BEGIN
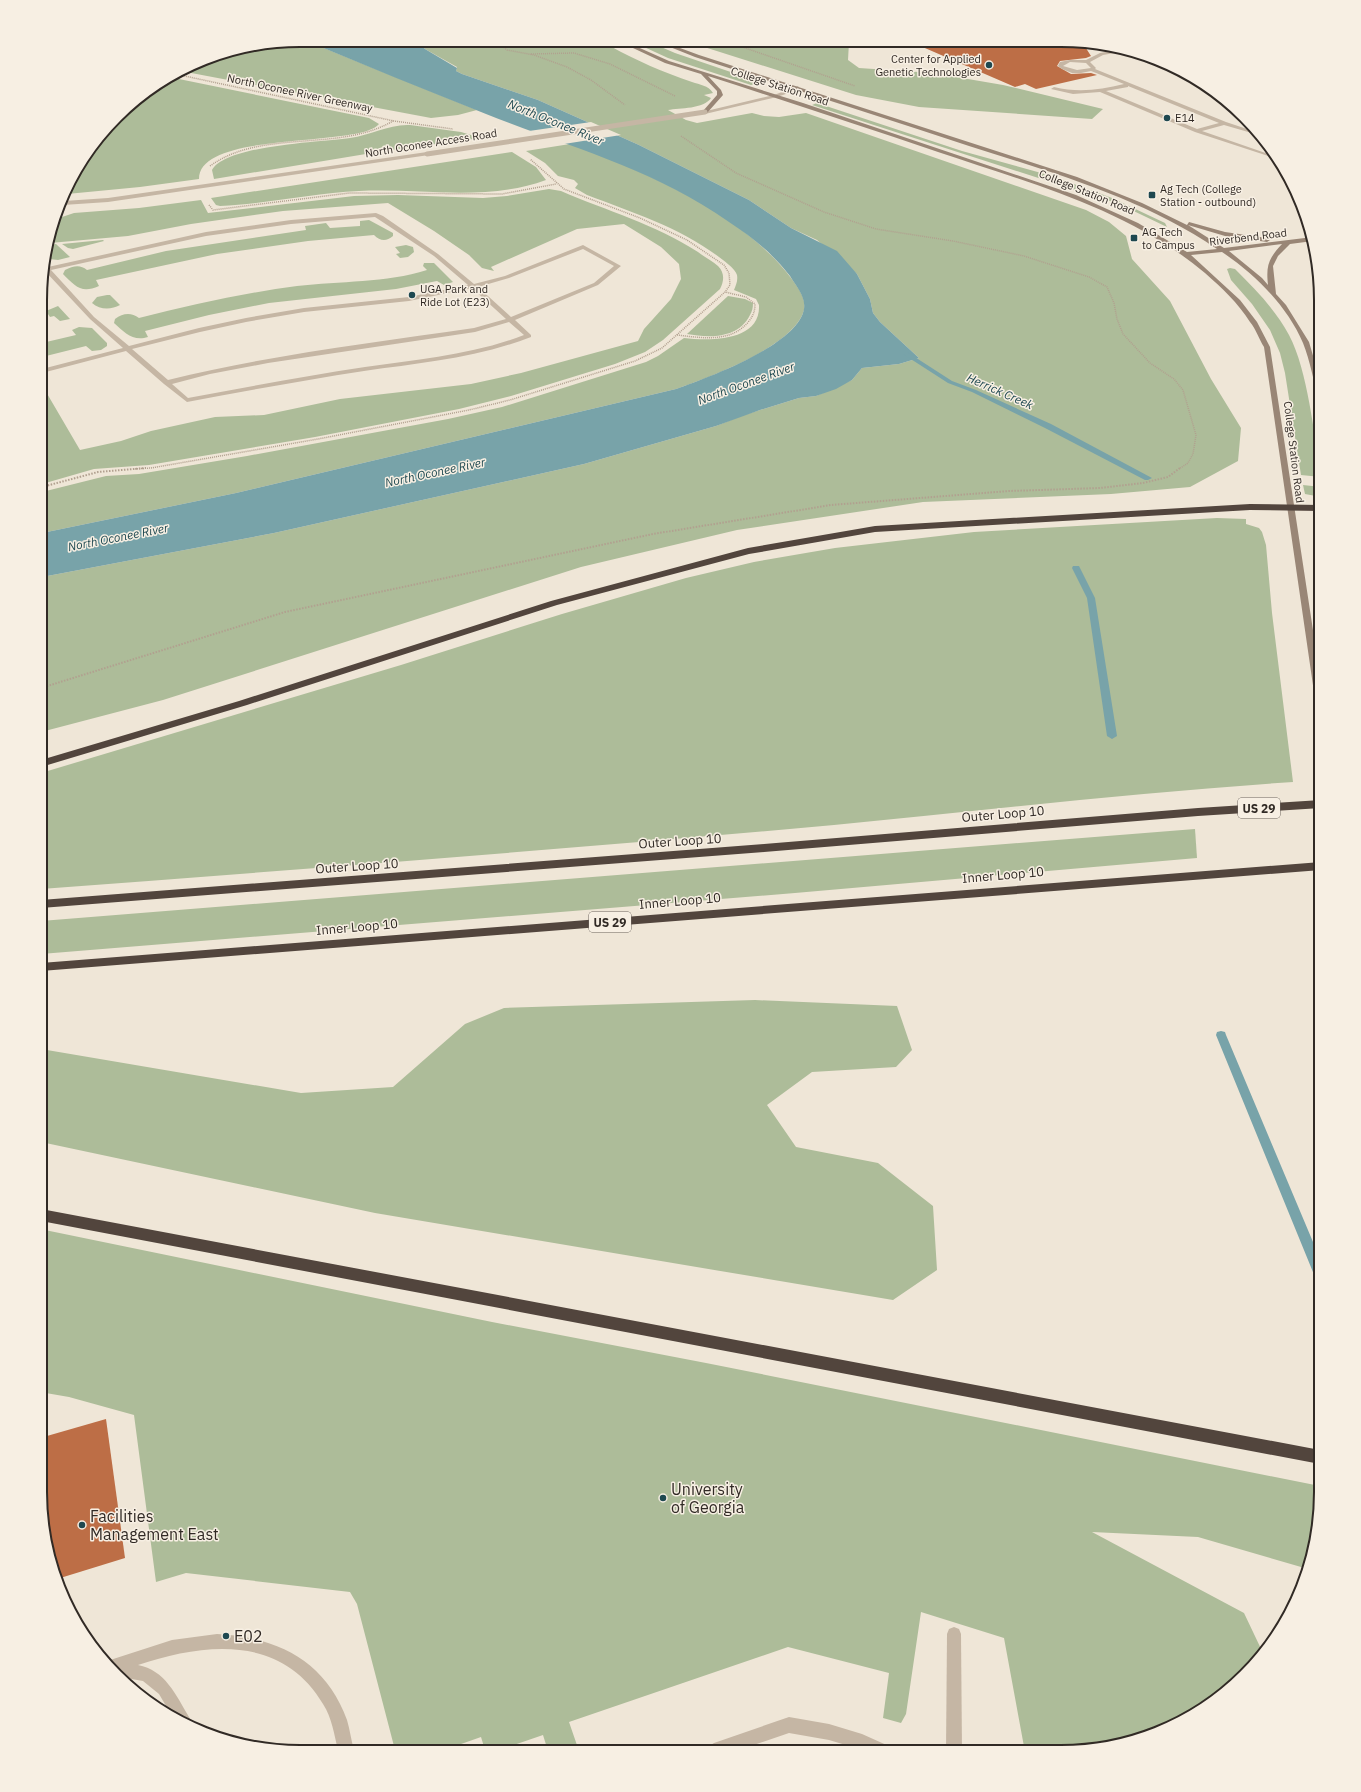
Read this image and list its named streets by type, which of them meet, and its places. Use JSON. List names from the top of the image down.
{
  "streets": {
    "highway": ["US 29", "Outer Loop 10", "Inner Loop 10"],
    "main road": ["College Station Road", "Riverbend Road"],
    "street": ["North Oconee Access Road"],
    "path": ["North Oconee River Greenway"]
  },
  "crossings": [
    ["College Station Road", "North Oconee Access Road"],
    ["College Station Road", "Riverbend Road"]
  ],
  "water": ["North Oconee River", "Herrick Creek"],
  "places": {
    "other": [
      "Center for Applied Genetic Technologies",
      "E14",
      "UGA Park and Ride Lot (E23)",
      "University of Georgia",
      "Facilities Management East",
      "E02"
    ],
    "transit": ["Ag Tech (College Station - outbound)", "AG Tech to Campus"]
  }
}
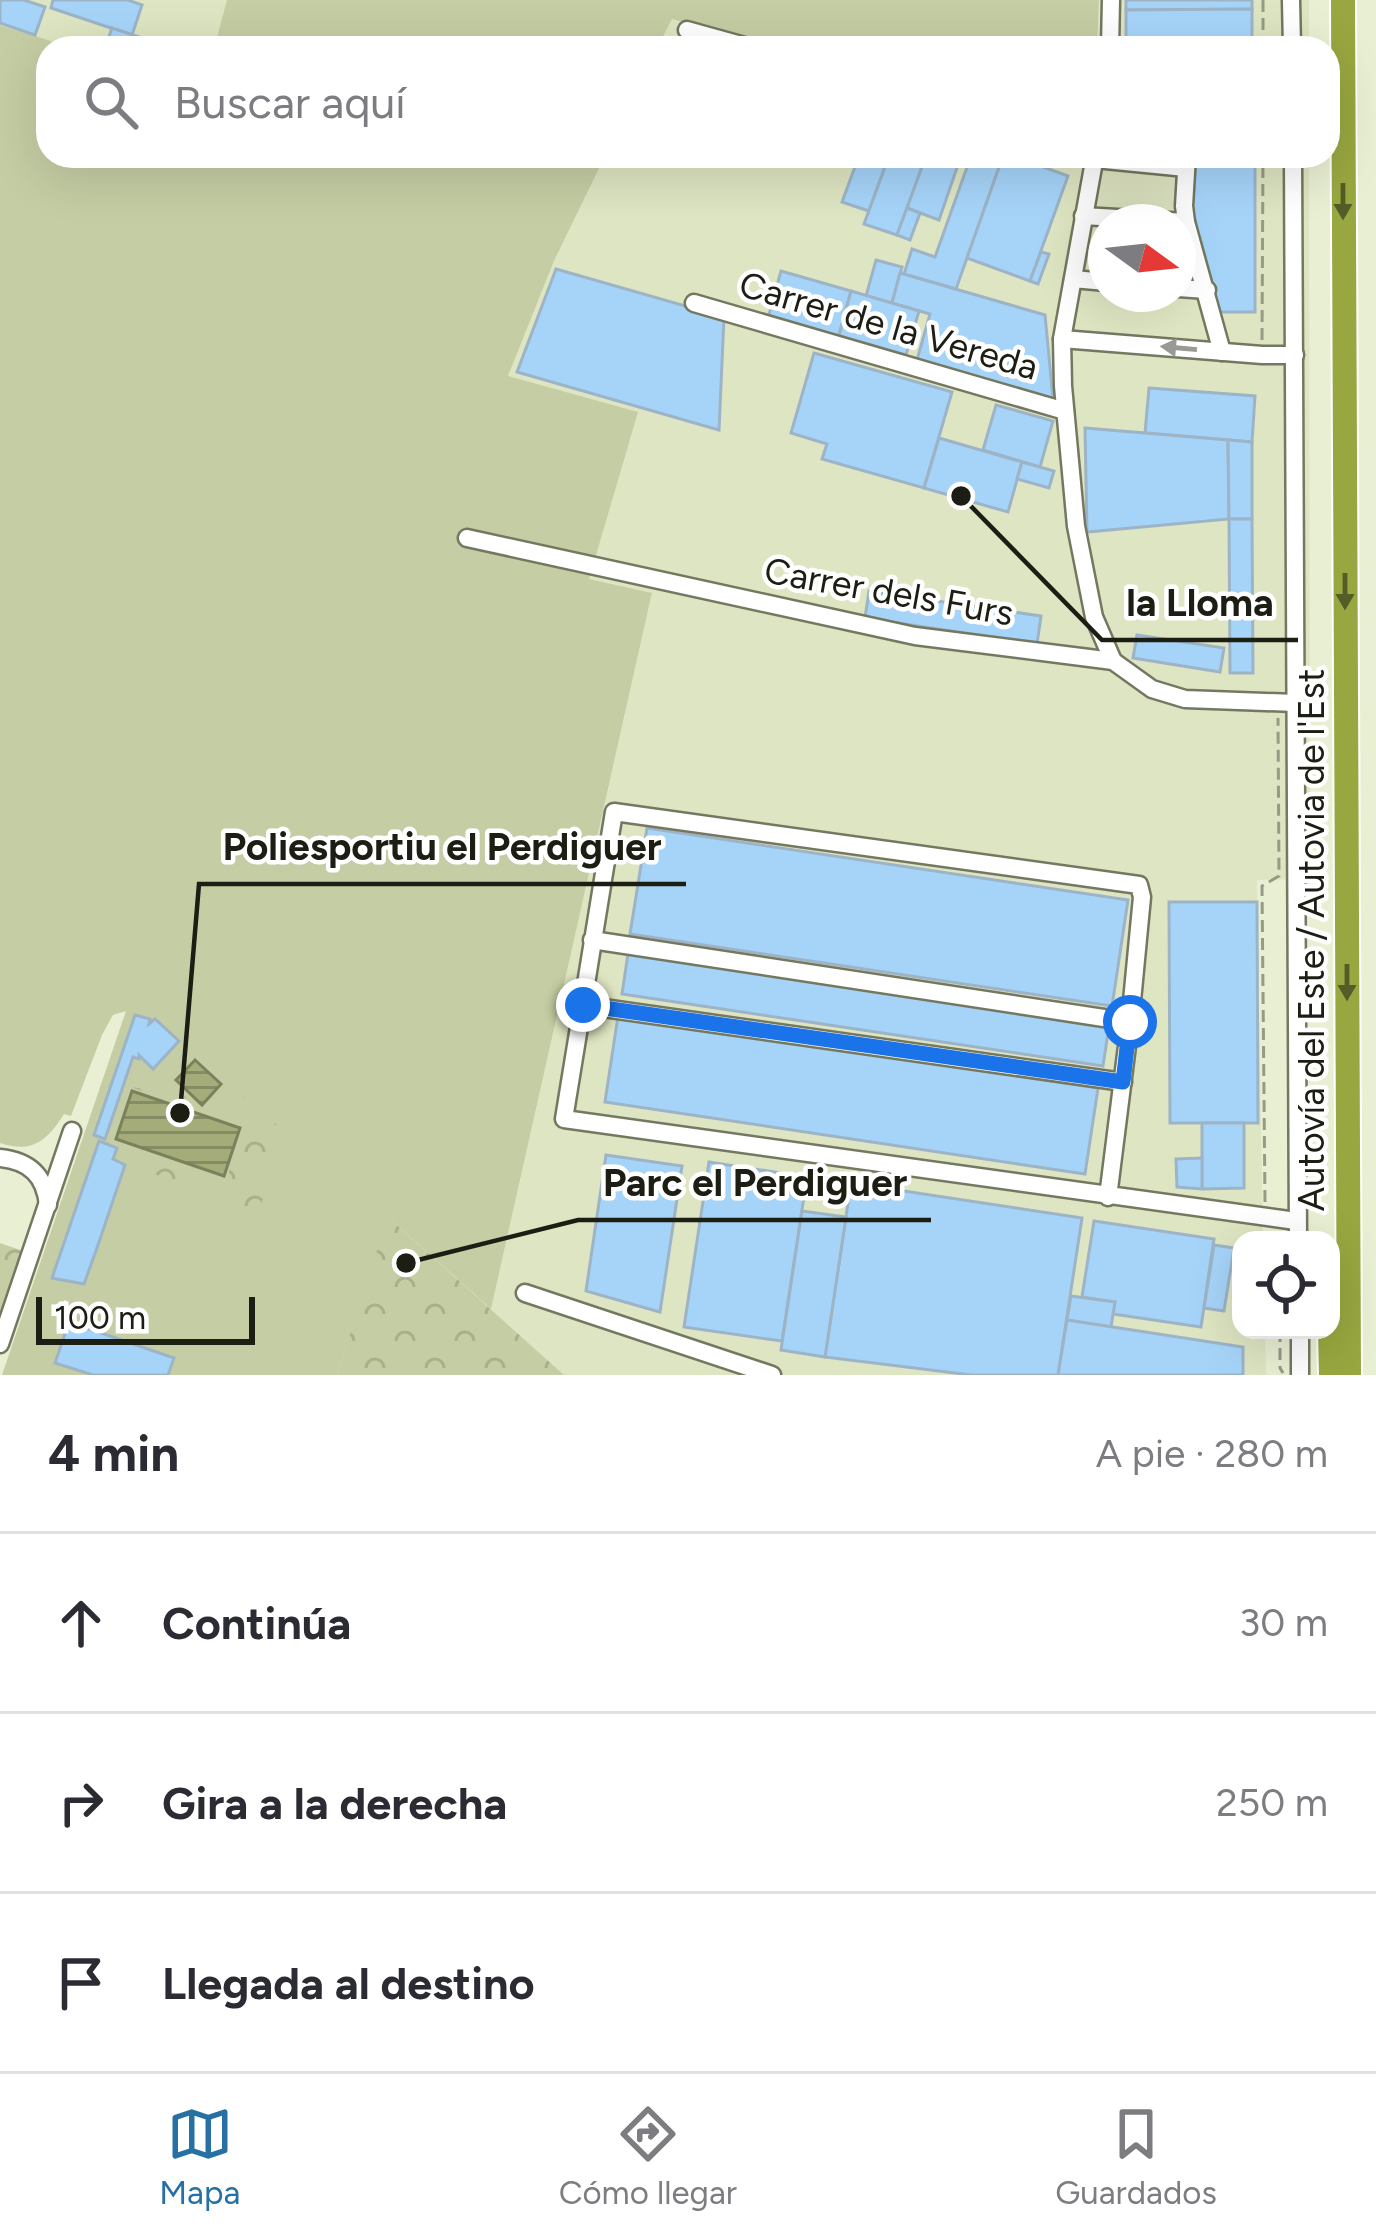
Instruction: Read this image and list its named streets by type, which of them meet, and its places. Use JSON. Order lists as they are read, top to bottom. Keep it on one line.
END
● Assignment
Pictures aside, print every line of the material exactly.

● Solution for this problem
Read this image and list its named streets by type, which of them meet, and its places. Use JSON. List names from the top of the image down.
{
  "streets": {
    "highway": ["US 29", "Outer Loop 10", "Inner Loop 10"],
    "main road": ["College Station Road", "Riverbend Road"],
    "street": ["North Oconee Access Road"],
    "path": ["North Oconee River Greenway"]
  },
  "crossings": [
    ["College Station Road", "North Oconee Access Road"],
    ["College Station Road", "Riverbend Road"]
  ],
  "water": ["North Oconee River", "Herrick Creek"],
  "places": {
    "other": [
      "Center for Applied Genetic Technologies",
      "E14",
      "UGA Park and Ride Lot (E23)",
      "University of Georgia",
      "Facilities Management East",
      "E02"
    ],
    "transit": ["Ag Tech (College Station - outbound)", "AG Tech to Campus"]
  }
}
Instruction: Read this image and list its named streets by type, which of them meet, and its places. Use JSON. Order lists as they are read, top to bottom. Keep it on one line.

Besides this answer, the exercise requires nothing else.